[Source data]
--- --- ---
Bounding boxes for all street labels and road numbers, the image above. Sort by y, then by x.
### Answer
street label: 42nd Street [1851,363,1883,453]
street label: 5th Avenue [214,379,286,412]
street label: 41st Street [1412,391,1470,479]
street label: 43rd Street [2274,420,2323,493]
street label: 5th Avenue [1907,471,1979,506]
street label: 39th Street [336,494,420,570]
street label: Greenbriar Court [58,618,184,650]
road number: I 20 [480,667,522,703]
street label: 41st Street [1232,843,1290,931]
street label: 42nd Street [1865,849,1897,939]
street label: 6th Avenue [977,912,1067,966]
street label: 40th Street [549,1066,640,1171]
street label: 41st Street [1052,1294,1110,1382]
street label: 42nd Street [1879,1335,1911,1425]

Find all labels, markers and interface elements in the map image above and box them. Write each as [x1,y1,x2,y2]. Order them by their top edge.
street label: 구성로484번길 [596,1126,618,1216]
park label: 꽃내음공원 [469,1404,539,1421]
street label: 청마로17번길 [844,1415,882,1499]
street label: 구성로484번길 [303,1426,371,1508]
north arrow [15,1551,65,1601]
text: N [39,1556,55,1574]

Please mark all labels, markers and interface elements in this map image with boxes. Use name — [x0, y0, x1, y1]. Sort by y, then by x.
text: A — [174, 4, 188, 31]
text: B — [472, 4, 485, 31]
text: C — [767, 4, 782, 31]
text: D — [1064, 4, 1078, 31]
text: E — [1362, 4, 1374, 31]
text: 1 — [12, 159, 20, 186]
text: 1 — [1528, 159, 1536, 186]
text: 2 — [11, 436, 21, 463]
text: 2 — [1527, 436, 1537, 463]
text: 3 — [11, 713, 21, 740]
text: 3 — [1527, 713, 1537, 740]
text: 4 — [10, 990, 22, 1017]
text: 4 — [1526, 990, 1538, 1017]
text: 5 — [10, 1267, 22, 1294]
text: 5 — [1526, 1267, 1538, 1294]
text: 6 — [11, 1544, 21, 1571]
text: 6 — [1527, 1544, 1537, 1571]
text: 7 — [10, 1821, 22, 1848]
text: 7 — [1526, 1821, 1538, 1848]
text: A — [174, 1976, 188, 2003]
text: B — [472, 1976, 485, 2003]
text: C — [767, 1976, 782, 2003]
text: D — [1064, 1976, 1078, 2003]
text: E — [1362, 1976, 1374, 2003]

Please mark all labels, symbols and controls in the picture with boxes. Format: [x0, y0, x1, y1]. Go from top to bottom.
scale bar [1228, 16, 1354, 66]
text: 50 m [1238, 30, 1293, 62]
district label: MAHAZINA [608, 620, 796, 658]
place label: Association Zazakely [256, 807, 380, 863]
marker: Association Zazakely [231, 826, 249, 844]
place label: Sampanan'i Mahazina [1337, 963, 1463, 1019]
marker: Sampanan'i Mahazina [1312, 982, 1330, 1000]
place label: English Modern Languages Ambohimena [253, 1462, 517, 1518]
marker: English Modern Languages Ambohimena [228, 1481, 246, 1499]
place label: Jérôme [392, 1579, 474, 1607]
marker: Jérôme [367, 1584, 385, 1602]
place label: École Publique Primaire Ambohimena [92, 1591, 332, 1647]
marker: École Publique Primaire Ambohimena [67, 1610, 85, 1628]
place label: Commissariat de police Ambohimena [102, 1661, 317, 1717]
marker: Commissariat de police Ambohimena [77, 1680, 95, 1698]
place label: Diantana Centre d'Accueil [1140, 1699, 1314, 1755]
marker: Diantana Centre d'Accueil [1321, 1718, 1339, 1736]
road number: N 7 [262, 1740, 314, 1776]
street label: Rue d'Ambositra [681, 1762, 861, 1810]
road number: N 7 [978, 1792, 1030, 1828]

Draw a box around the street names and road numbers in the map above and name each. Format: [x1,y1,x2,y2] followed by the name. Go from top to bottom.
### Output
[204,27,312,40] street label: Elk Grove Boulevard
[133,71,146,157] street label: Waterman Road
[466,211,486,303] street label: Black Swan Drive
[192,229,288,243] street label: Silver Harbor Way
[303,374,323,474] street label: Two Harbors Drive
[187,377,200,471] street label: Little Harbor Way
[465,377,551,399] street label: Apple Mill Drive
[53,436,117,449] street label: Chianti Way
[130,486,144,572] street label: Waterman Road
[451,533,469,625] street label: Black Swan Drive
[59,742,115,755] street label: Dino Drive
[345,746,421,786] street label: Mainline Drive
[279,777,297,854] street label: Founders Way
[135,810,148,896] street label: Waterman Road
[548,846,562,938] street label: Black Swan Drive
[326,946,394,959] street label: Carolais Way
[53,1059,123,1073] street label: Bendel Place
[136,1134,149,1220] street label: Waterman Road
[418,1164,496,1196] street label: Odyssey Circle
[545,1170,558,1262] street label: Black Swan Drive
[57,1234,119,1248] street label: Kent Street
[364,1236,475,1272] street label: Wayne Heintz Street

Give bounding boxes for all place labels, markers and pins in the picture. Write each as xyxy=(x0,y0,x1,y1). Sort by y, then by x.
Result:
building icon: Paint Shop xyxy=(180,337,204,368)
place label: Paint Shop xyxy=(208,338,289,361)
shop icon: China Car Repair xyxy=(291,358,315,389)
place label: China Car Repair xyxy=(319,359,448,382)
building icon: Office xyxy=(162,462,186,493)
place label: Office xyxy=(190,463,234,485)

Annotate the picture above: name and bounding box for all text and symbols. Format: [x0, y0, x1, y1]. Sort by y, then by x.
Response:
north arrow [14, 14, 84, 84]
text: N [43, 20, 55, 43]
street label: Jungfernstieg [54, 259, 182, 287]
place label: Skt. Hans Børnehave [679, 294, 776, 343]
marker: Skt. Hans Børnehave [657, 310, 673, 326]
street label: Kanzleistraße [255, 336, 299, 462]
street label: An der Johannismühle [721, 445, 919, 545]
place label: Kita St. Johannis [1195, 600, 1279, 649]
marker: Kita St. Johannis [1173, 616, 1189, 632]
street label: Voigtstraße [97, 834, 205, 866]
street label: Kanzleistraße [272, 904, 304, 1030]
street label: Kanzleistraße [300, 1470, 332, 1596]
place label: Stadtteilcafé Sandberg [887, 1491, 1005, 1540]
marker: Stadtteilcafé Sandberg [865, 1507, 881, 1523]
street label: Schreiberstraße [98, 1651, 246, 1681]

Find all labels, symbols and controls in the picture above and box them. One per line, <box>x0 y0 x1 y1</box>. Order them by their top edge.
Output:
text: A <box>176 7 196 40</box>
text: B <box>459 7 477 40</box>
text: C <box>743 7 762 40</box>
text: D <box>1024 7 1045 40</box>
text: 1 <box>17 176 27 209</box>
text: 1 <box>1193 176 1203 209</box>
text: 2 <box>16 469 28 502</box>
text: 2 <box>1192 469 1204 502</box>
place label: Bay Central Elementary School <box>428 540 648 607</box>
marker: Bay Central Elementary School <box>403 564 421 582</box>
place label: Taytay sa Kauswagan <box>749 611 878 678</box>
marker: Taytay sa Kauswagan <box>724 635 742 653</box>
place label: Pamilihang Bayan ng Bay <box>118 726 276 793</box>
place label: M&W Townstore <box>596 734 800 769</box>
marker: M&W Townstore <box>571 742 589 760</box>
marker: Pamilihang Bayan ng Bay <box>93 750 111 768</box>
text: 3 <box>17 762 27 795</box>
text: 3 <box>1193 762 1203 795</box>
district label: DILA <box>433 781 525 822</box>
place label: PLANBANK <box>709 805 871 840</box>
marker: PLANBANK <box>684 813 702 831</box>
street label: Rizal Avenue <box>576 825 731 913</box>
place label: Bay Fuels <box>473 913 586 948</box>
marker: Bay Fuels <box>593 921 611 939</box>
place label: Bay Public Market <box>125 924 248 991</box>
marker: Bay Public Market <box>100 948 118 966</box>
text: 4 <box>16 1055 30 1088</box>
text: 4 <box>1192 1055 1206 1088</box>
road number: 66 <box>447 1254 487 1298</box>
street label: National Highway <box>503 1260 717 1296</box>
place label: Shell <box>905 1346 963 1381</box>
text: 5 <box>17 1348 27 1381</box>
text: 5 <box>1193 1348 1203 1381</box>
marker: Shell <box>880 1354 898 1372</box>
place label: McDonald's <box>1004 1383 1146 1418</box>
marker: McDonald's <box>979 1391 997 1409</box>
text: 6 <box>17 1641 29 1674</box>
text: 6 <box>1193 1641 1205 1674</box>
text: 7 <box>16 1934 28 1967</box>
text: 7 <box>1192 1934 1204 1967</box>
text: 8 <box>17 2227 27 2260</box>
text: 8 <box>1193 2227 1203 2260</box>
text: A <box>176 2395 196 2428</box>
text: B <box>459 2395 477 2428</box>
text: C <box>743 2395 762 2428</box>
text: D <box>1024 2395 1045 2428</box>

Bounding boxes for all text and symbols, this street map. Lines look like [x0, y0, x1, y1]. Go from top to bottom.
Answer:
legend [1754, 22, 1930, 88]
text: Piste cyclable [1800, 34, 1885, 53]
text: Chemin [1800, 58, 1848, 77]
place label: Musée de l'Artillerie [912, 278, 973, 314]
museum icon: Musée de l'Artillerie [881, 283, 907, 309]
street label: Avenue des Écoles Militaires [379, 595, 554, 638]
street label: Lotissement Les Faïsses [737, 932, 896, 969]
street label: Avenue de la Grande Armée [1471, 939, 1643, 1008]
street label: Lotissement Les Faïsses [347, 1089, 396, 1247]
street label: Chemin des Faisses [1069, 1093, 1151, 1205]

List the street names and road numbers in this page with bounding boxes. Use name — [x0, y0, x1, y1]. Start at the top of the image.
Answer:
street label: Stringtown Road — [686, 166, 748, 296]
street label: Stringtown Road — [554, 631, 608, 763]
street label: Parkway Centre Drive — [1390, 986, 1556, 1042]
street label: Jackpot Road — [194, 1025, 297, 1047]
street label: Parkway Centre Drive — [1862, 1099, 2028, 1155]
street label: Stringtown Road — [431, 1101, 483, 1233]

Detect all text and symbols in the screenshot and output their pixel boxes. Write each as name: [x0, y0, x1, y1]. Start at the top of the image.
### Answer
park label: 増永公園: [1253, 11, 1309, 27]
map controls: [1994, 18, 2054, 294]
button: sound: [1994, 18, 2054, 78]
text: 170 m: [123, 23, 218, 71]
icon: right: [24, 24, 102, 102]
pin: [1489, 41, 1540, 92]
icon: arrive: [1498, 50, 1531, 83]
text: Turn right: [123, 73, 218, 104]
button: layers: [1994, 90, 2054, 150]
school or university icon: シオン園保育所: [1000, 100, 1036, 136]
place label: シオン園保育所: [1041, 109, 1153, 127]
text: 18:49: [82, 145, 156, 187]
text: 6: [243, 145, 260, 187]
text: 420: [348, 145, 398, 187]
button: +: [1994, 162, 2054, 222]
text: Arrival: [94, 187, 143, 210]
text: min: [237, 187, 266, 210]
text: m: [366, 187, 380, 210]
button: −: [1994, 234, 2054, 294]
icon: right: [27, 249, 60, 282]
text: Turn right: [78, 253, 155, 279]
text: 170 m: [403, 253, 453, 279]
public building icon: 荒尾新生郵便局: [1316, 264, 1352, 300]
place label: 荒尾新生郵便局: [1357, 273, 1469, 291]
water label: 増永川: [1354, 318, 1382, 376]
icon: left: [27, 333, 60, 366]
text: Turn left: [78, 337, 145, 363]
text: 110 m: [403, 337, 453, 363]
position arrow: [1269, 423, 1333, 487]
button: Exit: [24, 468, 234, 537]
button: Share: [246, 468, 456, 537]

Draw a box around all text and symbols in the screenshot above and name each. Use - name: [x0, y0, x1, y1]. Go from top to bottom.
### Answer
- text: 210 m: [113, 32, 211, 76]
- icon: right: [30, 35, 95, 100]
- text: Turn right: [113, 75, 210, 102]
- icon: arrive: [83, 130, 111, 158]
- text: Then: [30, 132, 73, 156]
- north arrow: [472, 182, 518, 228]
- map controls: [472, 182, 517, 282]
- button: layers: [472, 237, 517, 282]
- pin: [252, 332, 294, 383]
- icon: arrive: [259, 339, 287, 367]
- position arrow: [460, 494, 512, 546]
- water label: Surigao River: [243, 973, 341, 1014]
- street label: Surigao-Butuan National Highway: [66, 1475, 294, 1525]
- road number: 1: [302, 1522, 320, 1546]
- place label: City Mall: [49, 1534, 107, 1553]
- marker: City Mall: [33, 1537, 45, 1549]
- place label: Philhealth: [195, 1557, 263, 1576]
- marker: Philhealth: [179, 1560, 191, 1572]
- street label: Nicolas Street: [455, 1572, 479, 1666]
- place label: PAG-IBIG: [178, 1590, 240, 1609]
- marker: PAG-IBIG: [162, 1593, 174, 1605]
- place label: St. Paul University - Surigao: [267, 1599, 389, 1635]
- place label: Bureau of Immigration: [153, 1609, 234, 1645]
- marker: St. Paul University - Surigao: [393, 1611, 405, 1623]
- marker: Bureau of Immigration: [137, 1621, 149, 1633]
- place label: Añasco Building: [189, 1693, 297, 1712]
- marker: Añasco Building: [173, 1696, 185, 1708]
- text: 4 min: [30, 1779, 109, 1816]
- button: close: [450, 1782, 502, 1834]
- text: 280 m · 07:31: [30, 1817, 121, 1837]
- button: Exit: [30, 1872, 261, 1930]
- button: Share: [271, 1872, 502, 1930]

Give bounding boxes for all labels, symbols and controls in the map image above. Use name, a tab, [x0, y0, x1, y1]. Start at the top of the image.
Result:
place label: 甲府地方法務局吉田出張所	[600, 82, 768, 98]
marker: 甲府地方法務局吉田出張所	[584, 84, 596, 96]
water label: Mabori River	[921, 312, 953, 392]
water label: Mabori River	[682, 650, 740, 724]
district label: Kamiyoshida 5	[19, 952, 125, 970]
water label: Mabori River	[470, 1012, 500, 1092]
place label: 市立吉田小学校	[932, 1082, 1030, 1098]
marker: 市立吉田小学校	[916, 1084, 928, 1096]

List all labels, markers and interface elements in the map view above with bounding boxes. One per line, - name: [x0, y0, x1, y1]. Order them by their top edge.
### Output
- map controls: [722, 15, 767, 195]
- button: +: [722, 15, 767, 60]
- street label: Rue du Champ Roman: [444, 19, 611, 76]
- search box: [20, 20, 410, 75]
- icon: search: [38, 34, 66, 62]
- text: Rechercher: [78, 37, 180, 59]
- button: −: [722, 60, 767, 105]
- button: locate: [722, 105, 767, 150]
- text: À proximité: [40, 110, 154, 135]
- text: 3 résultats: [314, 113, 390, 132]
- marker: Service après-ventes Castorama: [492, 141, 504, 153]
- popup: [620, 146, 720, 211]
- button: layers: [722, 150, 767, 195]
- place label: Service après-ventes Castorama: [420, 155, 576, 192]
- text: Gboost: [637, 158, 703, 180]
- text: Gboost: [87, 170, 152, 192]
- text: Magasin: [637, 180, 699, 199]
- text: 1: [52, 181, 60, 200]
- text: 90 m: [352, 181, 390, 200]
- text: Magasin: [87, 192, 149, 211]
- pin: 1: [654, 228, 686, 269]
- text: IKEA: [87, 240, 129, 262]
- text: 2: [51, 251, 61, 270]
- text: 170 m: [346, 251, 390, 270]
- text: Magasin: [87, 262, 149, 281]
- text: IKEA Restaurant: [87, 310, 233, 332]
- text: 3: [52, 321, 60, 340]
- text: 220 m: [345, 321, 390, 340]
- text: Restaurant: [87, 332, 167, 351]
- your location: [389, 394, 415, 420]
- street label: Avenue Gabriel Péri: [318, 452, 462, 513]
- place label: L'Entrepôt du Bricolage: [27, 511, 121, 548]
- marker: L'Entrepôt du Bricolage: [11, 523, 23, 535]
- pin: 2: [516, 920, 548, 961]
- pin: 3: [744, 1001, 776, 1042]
--- --- ---
Your task
Tell how many lines in the data above hold "Give". Nothing but the number.

Answer area
2